La Dia ha avviato un monitoraggio e i report che ne raccolgono i risultati denunciano molte irregolarità con tantissimi beni che risultano ancora occupati o dai mafiosi stessi o da loro parenti e prestanome. All’origine di questo fenomeno, secondo gli estensori del Rapporto, ci sono «inadempienze, procedure farraginose, lungaggini burocratiche». Con una beffa, oltre al danno: i criminali che non vengono sgomberati dagli immobili godono perfino del vantaggio di non dover pagare le tasse sul bene, poiché sequestrato.

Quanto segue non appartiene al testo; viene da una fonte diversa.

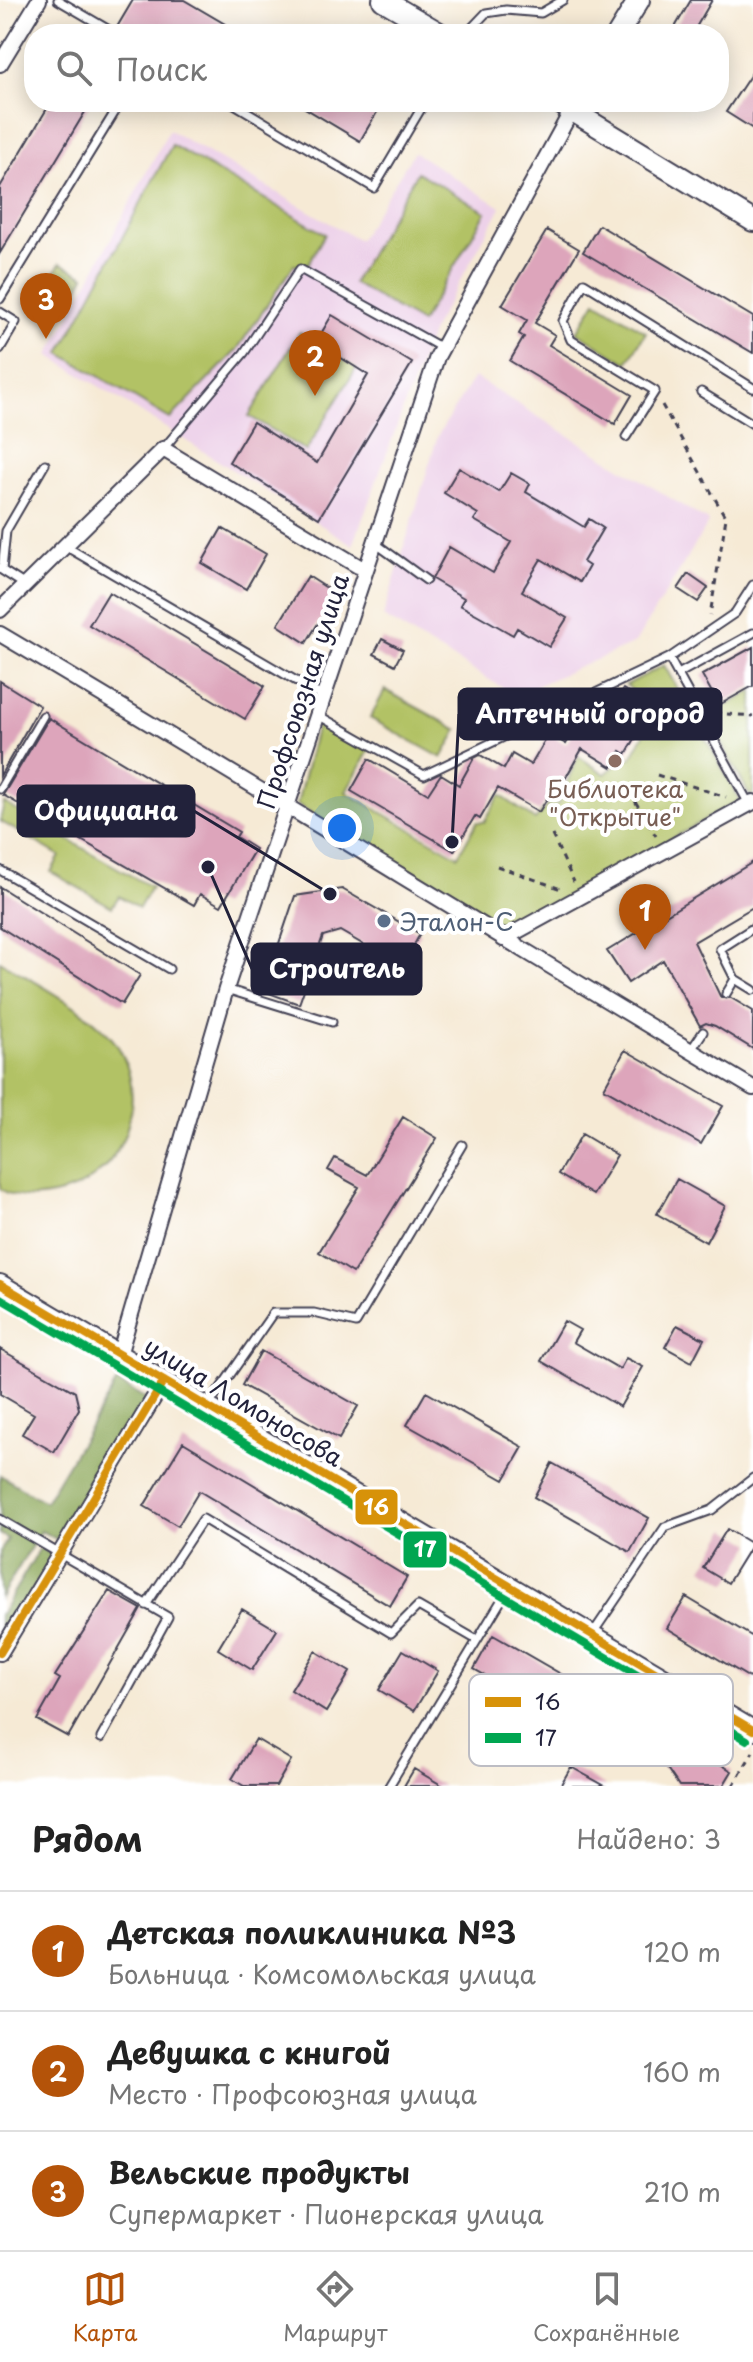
<!DOCTYPE html>
<html lang="ru">
<head>
<meta charset="utf-8">
<style>
  :root { --surface:#fff; --page:#f2f2f2; --text:#222; --muted:#767676; --line:#e0e0e0; --accent:#b45309 }
  body { margin:0; font-family:"Playpen Sans",sans-serif; background:var(--page); color:var(--text) }
  .you { position:absolute; left:342px; top:828px; width:28px; height:28px; margin:-20px; border:6px solid #fff; border-radius:50%; background:#1a73e8; box-shadow:0 0 0 12px #1a73e833 }
  .badge { display:grid; place-items:center; width:52px; height:52px; border-radius:50%; background:var(--accent); color:#fff; font-size:26px; font-weight:700 }
  .pin { position:absolute; translate:-50% -66px; filter:drop-shadow(0 2px 4px #0008) }
  .pin::after { content:''; position:absolute; top:42px; width:28px; height:24px; background:inherit; clip-path:polygon(0 0,100% 0,50% 100%) }
  .list { margin:0; padding:0; list-style:none }
  h2 { display:flex; justify-content:space-between; align-items:center; height:104px; margin:0; padding:0 32px; font-size:34px }
  h2 small { font-size:26px; font-weight:400; color:var(--muted) }
  .list li { display:grid; grid-template-columns:52px 1fr auto; gap:24px; align-items:center; box-sizing:border-box; height:120px; padding:0 32px; border-top:2px solid var(--line) }
  .list b { display:block; font-size:30px; white-space:nowrap }
  .list p { margin:0; font-size:26px; white-space:nowrap; color:var(--muted) }
  .list em { font-size:26px; font-style:normal; color:var(--muted) }
  .icon { flex:none; width:44px; height:44px; fill:none; stroke:currentColor; stroke-width:2; stroke-linecap:round; stroke-linejoin:round }
  .map { position:relative; flex:none; width:753px; height:1786px; overflow:hidden }
  .search { position:absolute; background:var(--surface); box-shadow:0 4px 20px #0003; left:24px; right:24px; top:24px; height:88px; display:flex; align-items:center; gap:20px; box-sizing:border-box; padding:0 28px; border-radius:32px; color:var(--muted); font-size:30px }
  .sheet { height:464px; background:var(--surface) }
  nav { display:flex; justify-content:space-around; align-items:center; box-sizing:border-box; height:112px; border-top:2px solid var(--line); background:var(--surface); font-size:22px; color:var(--muted) }
  nav a { display:grid; justify-items:center; gap:4px }
  nav .on { color:var(--accent) }
  .map>svg:first-child { display:block }
  .built { fill:#edd1e9 }
  .green { fill:#b2c265; stroke:#6a7250; stroke-width:2 }
  .forest { fill:#8da85a; stroke:#58654a; stroke-width:2 }
  .building { fill:#dda5bb }
  .lines { fill:none; stroke-linecap:round; stroke-linejoin:round }
  .service-casing { stroke:#424052; stroke-width:11 }
  .minor-casing { stroke:#424052; stroke-width:18 }
  .tertiary-casing { stroke:#424052; stroke-width:22 }
  .secondary-casing { stroke:#424052; stroke-width:24 }
  .path { stroke:#424052; stroke-width:3; stroke-dasharray:6 6; stroke-linecap:butt }
  .service { stroke:#fff; stroke-width:7 }
  .minor { stroke:#fff; stroke-width:14 }
  .tertiary { stroke:#fff; stroke-width:18 }
  .secondary { stroke:#fff; stroke-width:20 }
  .bus-1-casing { stroke:#fff; stroke-width:14 }
  .bus-2-casing { stroke:#fff; stroke-width:14 }
  .bus-1 { stroke:#d79209; stroke-width:8 }
  .bus-2 { stroke:#00a651; stroke-width:8 }
  .education-dot { fill:#8d6e63; stroke:#fff; stroke-width:3 }
  .service-dot { fill:#5c6f8a; stroke:#fff; stroke-width:3 }
  .labels { text-anchor:middle; dominant-baseline:central; stroke-width:8; stroke-linejoin:round; paint-order:stroke }
  .street-label { font-size:24px; fill:#22223b; stroke:#fff }
  .education-label { font-size:24px; fill:#785e54; stroke:#fff }
  .service-label { font-size:24px; fill:#4e5e75; stroke:#fff; text-anchor:start }
  .key { fill:#fff; stroke:#bdbdc4; stroke-width:2 }
  .key-label { font-size:22px; fill:#22223b }
  .leader { fill:none; stroke:#22223b; stroke-width:3 }
  .callout-dot { fill:#22223b; stroke:#fff; stroke-width:3 }
  .callout { fill:#22223b; stroke:#22223b; stroke-width:3 }
  .callout-label { font-size:26px; text-anchor:middle; font-weight:bold; fill:#fff }
  .line-badge { stroke:#fff; stroke-width:3 }
  .badge-label { font-size:22px; text-anchor:middle; font-weight:bold; fill:#fff }
</style>
</head>
<body>
<div class="map">
<svg width="753" height="1786" viewBox="0 0 753 1786">
  <rect width="100%" height="100%" fill="#fff"/>
  <filter id="ink" filterUnits="userSpaceOnUse"><feTurbulence type="fractalNoise" baseFrequency=".0125" numOctaves="2"/><feDisplacementMap in="SourceGraphic" scale="16" xChannelSelector="R" yChannelSelector="G"/><feConvolveMatrix kernelMatrix="1 2 1 2 8 2 1 2 1" color-interpolation-filters="sRGB"/></filter>
  <filter id="wash" filterUnits="userSpaceOnUse"><feTurbulence type="fractalNoise" baseFrequency=".006" numOctaves="4" result="noise"/><feDisplacementMap in="SourceGraphic" scale="32" xChannelSelector="R" yChannelSelector="G"/><feGaussianBlur stdDeviation="1.8" result="paint"/><feColorMatrix in="noise" values="0 0 0 0 0 0 0 0 0 0 0 0 0 0 0 0 0 1.4 0 .05"/><feComposite in="paint" operator="in"/></filter>
  <g filter="url(#wash)">
    <rect width="100%" height="100%" fill="#f6ead5"/>
    <path class="built" d="M169 130 359 240 414 152 501 207 431 333 353 545 49 355Z
      M474 377 709 522 635 643 515 695 383 617 438 435Z"/>
    <path class="green" d="M172 145 325 234 306 267 294 265 236 351 170 419 60 353Z
      M417 172 486 212 421 323 353 283Z
      M60 263 85 276 69 306 44 293Z
      M596 301 646 332 627 363 577 332Z
      M300 332 357 367 306 451 249 416Z
      M664 665 740 800 504 933 297 804 318 721 370 749 346 792 458 856 477 822H484L500 795 535 820 549 804H558L578 756 605 774 621 761 631 758 649 725 644 720 651 706 626 685Z
      M385 690 458 730 442 758 370 718Z
      M753 691V794L750 796 707 717Z
      M4 803 151 887 139 908 119 896 112 907 51 872 60 856 0 821Z
      M0 961C35 983 103 1016 121 1052 150 1109 118 1184 53 1195 35 1199 16 1199 0 1189Z"/>
    <path class="forest" d="M117 1382 148 1400 62 1542 41 1531 0 1598V1552L8 1539 0 1534V1475L45 1502Z
      M40 1548 54 1556 0 1647V1615Z"/>
    <g id="blocks">
      <path class="building" d="M133 0H184L242 34H122L117 27Z
        M691 0H712L692 34H671Z
        M753 71V129L726 112Z
        M51 102H91L0 253V187Z
        M295 102H383L360 141Z
        M599 225 753 317V353L583 252Z
        M547 230 579 249 535 323 555 335 549 345 632 395 615 424 510 361 524 337 519 334 527 320 502 305Z
        M332 315 412 363 319 518 229 462 253 422 317 463 368 375 316 342Z
        M459 468 499 492 511 473 530 484 526 492 584 527 589 519 603 528 583 562 589 566 580 582 541 559 522 591 567 618 549 647 517 628 513 635 478 615 460 605 464 598 432 579 449 547 493 573 511 542 474 520 478 514 444 493Z
        M222 528 266 554 246 589 202 563Z
        M688 574 708 588 698 602 678 589Z
        M308 576 336 594 306 643 278 625Z
        M109 592 265 686 245 719 89 625Z
        M382 639 403 650 395 665 374 654Z
        M753 647V686L719 705 702 675Z
        M0 681 40 706 0 776Z
        M623 689 648 703 638 722 643 725 626 754 621 751 612 767 582 749 553 800 548 797 539 812 498 788 480 819 475 816 454 851 351 791 369 759 428 794 441 774 459 785 474 758 480 755 504 769 512 754 531 765 549 734 566 744 586 709 605 720Z
        M49 718 239 832 236 837 255 849 221 906 200 894 194 905 3 795Z
        M753 862V907L694 942 721 998H731L753 1011V1049L715 1026 706 1023 700 1026 663 960 628 983 607 951Z
        M0 887 140 975 122 1004 0 927Z
        M342 889 420 934 402 967 340 931 323 936 299 1004 263 991 295 896Z
        M625 1050 723 1106 701 1144 604 1088Z
        M403 1117 437 1138 353 1273 319 1252 359 1187 328 1170 335 1158 367 1175Z
        M582 1134 617 1155 593 1195 558 1174Z
        M677 1179 725 1206 706 1242 657 1214Z
        M564 1321 580 1330 573 1342 620 1369 626 1358 643 1367 620 1407 541 1361Z
        M677 1325 704 1339 692 1362 665 1347Z
        M0 1349 75 1392 79 1409 54 1452 22 1434 34 1414 0 1394Z
        M261 1351 358 1406 339 1439 242 1385Z
        M426 1392 523 1447 504 1480 407 1425Z
        M183 1442 407 1577 390 1606 199 1491 178 1526 144 1506Z
        M552 1463 649 1518 630 1552 534 1497Z
        M727 1529 752 1544 728 1583 703 1568Z
        M109 1591 141 1609 68 1737 37 1720 60 1679 55 1676Z
        M686 1597 753 1637V1680L667 1628Z
        M242 1609 277 1630 252 1670 218 1649Z
        M493 1635 613 1704 593 1737 474 1669Z
        M403 1650 438 1671 414 1711 379 1690Z
        M315 1651 350 1672 326 1712 291 1690Z
        M670 1735 732 1771 723 1786H679L668 1770 655 1761Z
        M256 1739 291 1760 276 1786H244L232 1779Z
        M571 1767 605 1786H560Z
        M414 1769 443 1786H404Z"/>
    </g>
  </g>
  <g filter="url(#ink)">
    <use href="#blocks" fill-opacity="0" stroke="#424052" stroke-width="2"/>
    <g class="lines">
      <defs>
        <path id="service" d="M58 0 116 34
          M466 34 486 13 506 10 541 13 563 0
          M231 102 374 188 425 102
          M0 299 121 102
          M0 312 16 322 0 349
          M701 392 753 424
          M626 437 655 391 571 340 563 321 584 283 753 388
          M163 449 244 353 300 269 442 348
          M375 543 426 580
          M65 546 322 696
          M0 569 25 585
          M2 570 6 531 45 464
          M669 658 749 804
          M678 674 753 633
          M316 714 424 775 669 658 735 613 753 585
          M0 789 43 716
          M0 870 169 969
          M735 979 720 949 753 928
          M226 989 332 1022
          M726 994 735 979 753 990
          M691 1050 703 1032
          M209 1405 273 1313H314L356 1323 462 1145
          M0 1519 168 1617 101 1738
          M146 1605 203 1519 391 1633 418 1606 477 1640
          M593 1633 665 1527 712 1510 753 1478
          M389 1786 510 1586"/>
        <path id="minor" d="M0 64 39 0
          M0 610 163 449 358 566
          M0 634C252 783 501 938 753 1088
          M503 939 753 802
          M119 1355 226 989 437 357 572 110
          M0 1653 164 1381"/>
        <path id="tertiary" d="M0 1284 753 1730"/>
        <path id="secondary" d="M383 0 441 34
          M618 34 639 0
          M558 102 753 221"/>
      </defs>
      <use href="#service" class="service-casing"/>
      <use href="#minor" class="minor-casing"/>
      <use href="#tertiary" class="tertiary-casing"/>
      <use href="#secondary" class="secondary-casing"/>
      <path class="path" d="M662 405 726 518 710 615
        M715 713 753 716
        M657 775 726 797
        M629 791 656 836
        M552 835 574 882
        M497 866 561 889
        M602 1765 638 1700
        M733 1786 753 1752"/>
      <use href="#service" class="service"/>
      <use href="#minor" class="minor"/>
      <use href="#tertiary" class="tertiary"/>
      <use href="#secondary" class="secondary"/>
      <defs>
        <path id="bus-1" d="M0 1284 753 1730
          M0 1653 164 1381"/>
        <path id="bus-2" d="M0 1298 747 1740"/>
      </defs>
      <use href="#bus-1" class="bus-1-casing"/>
      <use href="#bus-2" class="bus-2-casing"/>
      <use href="#bus-1" class="bus-1"/>
      <use href="#bus-2" class="bus-2"/>
    </g>
  </g>
  <circle class="education-dot" cx="615" cy="761" r="8"/>
  <circle class="service-dot" cx="384" cy="921" r="8"/>
  <g class="labels">
    <g class="street-label">
      <text transform="translate(302 691) rotate(-72)">Профсоюзная улица</text>
      <text transform="translate(244 1401) rotate(31)">улица Ломоносова</text>
    </g>
    <g class="education-label">
      <text x="615" y="788">Библиотека<tspan x="615" dy="28">"Открытие"</tspan></text>
    </g>
    <g class="service-label">
      <text x="400" y="921">Эталон-С</text>
    </g>
  </g>
  <rect x="469" y="1674" width="264" height="92" rx="12" class="key"/>
  <rect x="485" y="1697" width="36" height="10" fill="#d79209"/>
  <rect x="485" y="1733" width="36" height="10" fill="#00a651"/>
  <g class="key-label">
    <text x="535" y="1710">16</text>
    <text x="535" y="1746">17</text>
  </g>
  <path class="leader" d="M452 842L459 714M330 894L194 811M208 867L252 969"/>
  <g class="callout-dot">
    <circle cx="452" cy="842" r="8"/>
    <circle cx="330" cy="894" r="8"/>
    <circle cx="208" cy="867" r="8"/>
  </g>
  <g class="callout">
    <rect x="459" y="689" width="262" height="50" rx="8"/>
    <rect x="18" y="786" width="176" height="50" rx="8"/>
    <rect x="252" y="944" width="169" height="50" rx="8"/>
  </g>
  <g class="callout-label">
    <text x="590" y="723">Аптечный огород</text>
    <text x="106" y="820">Официана</text>
    <text x="337" y="978">Строитель</text>
  </g>
  <g class="line-badge">
    <rect x="354" y="1488" width="45" height="38" rx="8" fill="#d79209"/>
    <rect x="402" y="1530" width="46" height="39" rx="8" fill="#00a651"/>
  </g>
  <g class="badge-label">
    <text x="376" y="1515">16</text>
    <text x="425" y="1557">17</text>
  </g>
</svg>
<div class="you"></div>
<div class="pin badge" style="left:645px;top:950px">1</div>
<div class="pin badge" style="left:315px;top:396px">2</div>
<div class="pin badge" style="left:46px;top:339px">3</div>
<div class="search"><svg class="icon" aria-label="search" viewBox="0 0 24 24"><circle cx="10" cy="10" r="6"/><path d="M15 15l6 6"/></svg>Поиск</div>
</div>
<section class="sheet">
<h2>Рядом<small>Найдено: 3</small></h2>
<ul class="list">
<li><span class="badge">1</span><div><b>Детская поликлиника №3</b><p>Больница · Комсомольская улица</p></div><em>120 m</em></li>
<li><span class="badge">2</span><div><b>Девушка с книгой</b><p>Место · Профсоюзная улица</p></div><em>160 m</em></li>
<li><span class="badge">3</span><div><b>Вельские продукты</b><p>Супермаркет · Пионерская улица</p></div><em>210 m</em></li>
</ul>
</section>
<nav>
<a class="on"><svg class="icon" aria-label="map" viewBox="0 0 24 24"><path d="M3 6l6-2 6 2 6-2v14l-6 2-6-2-6 2zM9 4v14M15 6v14"/></svg>Карта</a>
<a><svg class="icon" aria-label="directions" viewBox="0 0 24 24"><path d="M12 3l9 9-9 9-9-9zM9 14v-3h6M13 9l2 2-2 2"/></svg>Маршрут</a>
<a><svg class="icon" aria-label="saved" viewBox="0 0 24 24"><path d="M7 4h10v16l-5-4-5 4z"/></svg>Сохранённые</a>
</nav>
</body>
</html>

Infine, finché i beni sotto sequestro non vengono riutilizzati, anche quando non sono più direttamente a disposizione dei soggetti mafiosi, «comunicano all’esterno il permanere del loro controllo sul territorio», evidenziano Coldiretti, Eurispes e Osservatorio sulla criminalità nell’agricoltura e sul sistema agroalimentare.

A essere colpito dalle agromafie è soprattutto il Sud, dove – specie in alcune province – il controllo da parte di mafia, camorra e ’ndrangheta è diffuso e capillare: «In regioni quali la Calabria e la Sicilia si denota un grado di controllo criminale del territorio pressoché totale, al pari della Campania – si legge nel Rapporto – Il grado di controllo e penetrazione territoriale della Sacra corona unita in Puglia, invece, pur mantenendosi significativamente elevato, risulta inferiore che altrove così come in Sardegna, regione dove all’elevata intensità dell’associazionismo criminale non corrisponde di pari grado l’egemonia di un’unica organizzazione».

Ma se il Mezzogiorno la fa da padrone, questo non vuol dire certo che altre zone d’Italia siano immuni: una «forte e stabile presenza» delle agromafie è stata riscontrata nel Centro, in Abruzzo e in Umbria, in alcune zone delle Marche, nel Grossetano e nel Lazio, in particolar modo a Latina e Frosinone. Anche al Nord il fenomeno presenta un grado di penetrazione importante in Piemonte, nell’Alto lombardo, nella provincia di Venezia e nelle province romagnole lungo la Via Emilia.

«Contro il lavoro nero monitoriamo le nostre aziende e siamo pronti a espellere dall’organizzazione chi non rispetta i lavoratori – dice Gennarino Masiello, presidente di Coldiretti Campania – Allo stesso modo chiediamo alle istituzioni un controllo sul mercato nero ortofrutticolo. Nelle zone più a rischio si moltiplicano i “furti nelle campagne” e spuntano banchetti illegali lungo le strade. Ormai siamo alle postazioni fisse, una sfida all’impunità».